## Required action
Pick every line from the data that holds the word "ring".

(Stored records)

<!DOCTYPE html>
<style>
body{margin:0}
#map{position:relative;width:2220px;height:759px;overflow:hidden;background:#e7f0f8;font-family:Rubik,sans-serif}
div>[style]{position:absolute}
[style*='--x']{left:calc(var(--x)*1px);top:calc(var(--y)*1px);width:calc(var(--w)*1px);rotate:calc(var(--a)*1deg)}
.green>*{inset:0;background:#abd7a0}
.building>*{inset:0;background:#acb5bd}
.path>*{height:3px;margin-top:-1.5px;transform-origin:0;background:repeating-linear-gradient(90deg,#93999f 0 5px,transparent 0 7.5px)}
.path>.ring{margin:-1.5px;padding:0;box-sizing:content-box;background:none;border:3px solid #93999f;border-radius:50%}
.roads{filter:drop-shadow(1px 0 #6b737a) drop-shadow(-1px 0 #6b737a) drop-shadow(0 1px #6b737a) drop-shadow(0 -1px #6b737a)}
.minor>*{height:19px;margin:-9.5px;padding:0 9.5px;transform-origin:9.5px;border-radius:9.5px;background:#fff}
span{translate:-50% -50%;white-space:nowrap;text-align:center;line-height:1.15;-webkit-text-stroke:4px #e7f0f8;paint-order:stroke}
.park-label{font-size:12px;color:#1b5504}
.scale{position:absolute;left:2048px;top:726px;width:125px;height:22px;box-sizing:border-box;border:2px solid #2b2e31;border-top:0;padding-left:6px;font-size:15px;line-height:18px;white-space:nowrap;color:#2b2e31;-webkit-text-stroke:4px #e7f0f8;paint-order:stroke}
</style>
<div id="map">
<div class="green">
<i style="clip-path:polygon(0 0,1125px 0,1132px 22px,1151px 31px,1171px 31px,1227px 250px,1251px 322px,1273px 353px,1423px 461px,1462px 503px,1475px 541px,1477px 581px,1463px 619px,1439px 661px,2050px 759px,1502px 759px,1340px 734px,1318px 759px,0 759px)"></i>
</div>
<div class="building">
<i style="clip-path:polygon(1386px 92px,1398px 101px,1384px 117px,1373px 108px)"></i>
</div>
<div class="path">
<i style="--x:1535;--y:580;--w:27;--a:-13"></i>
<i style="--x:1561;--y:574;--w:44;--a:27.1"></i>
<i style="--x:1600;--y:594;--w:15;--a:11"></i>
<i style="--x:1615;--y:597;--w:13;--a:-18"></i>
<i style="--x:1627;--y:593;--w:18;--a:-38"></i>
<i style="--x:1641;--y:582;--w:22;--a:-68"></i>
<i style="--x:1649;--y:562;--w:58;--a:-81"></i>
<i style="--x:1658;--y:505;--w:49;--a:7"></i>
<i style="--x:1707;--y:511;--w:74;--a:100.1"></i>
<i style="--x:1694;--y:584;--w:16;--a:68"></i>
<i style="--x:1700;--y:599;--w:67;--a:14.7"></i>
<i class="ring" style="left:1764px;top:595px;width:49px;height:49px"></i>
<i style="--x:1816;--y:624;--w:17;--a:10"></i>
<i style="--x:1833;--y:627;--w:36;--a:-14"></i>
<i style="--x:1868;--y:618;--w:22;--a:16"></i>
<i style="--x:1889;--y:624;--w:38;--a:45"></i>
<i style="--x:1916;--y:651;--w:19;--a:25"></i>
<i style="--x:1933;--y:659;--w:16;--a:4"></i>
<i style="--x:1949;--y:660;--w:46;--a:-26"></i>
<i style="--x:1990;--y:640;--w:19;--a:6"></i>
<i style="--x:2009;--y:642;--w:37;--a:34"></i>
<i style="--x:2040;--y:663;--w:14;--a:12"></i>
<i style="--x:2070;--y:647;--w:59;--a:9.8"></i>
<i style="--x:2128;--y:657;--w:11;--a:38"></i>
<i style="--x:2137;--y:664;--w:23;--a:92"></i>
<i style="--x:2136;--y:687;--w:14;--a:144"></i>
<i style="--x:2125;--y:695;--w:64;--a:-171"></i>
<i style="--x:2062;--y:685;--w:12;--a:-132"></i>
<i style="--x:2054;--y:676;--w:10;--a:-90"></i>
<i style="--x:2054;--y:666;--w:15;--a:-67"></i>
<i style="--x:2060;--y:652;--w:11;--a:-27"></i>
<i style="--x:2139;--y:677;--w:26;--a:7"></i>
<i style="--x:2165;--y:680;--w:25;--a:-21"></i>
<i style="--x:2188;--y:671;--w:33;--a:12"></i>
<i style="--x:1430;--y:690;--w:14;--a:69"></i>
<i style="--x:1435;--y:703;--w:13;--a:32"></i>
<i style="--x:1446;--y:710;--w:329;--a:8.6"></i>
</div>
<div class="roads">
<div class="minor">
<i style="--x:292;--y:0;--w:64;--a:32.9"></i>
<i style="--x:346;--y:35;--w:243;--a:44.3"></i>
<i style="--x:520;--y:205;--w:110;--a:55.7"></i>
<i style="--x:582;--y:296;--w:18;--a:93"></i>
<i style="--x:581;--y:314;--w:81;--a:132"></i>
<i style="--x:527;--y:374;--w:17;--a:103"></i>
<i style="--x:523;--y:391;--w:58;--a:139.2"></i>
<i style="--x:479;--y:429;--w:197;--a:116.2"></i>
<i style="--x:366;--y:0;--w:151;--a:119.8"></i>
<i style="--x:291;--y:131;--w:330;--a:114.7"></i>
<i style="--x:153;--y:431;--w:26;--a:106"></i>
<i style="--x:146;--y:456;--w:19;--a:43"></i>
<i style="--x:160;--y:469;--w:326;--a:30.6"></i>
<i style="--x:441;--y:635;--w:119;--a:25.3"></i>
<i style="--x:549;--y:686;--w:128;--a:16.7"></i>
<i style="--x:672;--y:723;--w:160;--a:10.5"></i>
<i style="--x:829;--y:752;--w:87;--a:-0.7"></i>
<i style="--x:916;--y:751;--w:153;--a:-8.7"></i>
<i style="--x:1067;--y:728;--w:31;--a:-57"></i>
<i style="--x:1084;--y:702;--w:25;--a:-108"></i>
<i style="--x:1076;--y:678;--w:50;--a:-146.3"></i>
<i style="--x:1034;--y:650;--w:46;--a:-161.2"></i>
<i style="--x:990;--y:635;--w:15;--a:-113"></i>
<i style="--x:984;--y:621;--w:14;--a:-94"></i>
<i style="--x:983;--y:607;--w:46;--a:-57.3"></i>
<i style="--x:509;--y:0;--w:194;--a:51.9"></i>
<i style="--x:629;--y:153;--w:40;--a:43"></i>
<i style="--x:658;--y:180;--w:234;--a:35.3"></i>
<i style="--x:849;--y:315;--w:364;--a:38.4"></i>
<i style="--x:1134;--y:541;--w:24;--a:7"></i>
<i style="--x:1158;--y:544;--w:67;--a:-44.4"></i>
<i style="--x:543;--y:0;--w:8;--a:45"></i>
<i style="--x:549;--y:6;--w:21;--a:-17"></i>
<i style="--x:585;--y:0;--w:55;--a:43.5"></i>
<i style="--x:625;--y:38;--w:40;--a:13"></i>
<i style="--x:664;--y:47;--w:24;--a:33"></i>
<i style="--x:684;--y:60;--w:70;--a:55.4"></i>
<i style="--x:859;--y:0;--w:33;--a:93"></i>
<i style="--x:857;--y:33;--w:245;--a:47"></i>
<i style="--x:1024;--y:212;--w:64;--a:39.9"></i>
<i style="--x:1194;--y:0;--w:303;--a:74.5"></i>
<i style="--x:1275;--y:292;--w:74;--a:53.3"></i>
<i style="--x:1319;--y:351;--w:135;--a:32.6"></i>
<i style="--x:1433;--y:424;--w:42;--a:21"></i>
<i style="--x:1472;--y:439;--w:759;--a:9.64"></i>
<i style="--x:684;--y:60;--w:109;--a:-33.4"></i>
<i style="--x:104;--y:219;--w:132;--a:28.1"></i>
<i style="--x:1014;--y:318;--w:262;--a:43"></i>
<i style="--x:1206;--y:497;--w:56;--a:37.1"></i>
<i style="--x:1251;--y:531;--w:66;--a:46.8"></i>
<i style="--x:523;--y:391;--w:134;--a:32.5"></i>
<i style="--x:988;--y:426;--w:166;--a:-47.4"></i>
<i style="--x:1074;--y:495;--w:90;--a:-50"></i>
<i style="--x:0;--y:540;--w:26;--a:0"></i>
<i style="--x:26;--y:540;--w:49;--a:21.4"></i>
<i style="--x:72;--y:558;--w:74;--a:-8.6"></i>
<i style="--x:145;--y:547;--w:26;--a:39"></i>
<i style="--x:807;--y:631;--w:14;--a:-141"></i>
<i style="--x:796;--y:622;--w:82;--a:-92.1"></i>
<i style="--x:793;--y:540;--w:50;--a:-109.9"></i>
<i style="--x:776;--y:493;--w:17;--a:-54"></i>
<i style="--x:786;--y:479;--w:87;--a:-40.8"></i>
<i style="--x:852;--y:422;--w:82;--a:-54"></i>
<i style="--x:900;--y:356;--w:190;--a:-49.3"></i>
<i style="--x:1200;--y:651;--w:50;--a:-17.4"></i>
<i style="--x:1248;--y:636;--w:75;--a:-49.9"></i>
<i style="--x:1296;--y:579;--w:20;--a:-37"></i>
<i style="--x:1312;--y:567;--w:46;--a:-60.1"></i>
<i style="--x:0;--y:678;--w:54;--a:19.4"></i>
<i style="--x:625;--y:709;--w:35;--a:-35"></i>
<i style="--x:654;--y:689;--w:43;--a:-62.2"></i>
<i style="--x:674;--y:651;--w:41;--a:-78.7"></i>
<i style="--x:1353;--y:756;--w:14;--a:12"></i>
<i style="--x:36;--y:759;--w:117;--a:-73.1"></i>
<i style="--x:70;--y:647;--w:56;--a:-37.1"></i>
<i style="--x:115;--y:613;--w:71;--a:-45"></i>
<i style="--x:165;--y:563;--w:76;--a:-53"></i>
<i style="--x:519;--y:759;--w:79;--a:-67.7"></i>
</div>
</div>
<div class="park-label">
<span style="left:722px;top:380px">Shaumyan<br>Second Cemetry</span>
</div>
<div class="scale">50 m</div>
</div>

## Answer box
.path>.ring{margin:-1.5px;padding:0;box-sizing:content-box;background:none;border:3px solid #93999f;border-radius:50%}
<i class="ring" style="left:1764px;top:595px;width:49px;height:49px"></i>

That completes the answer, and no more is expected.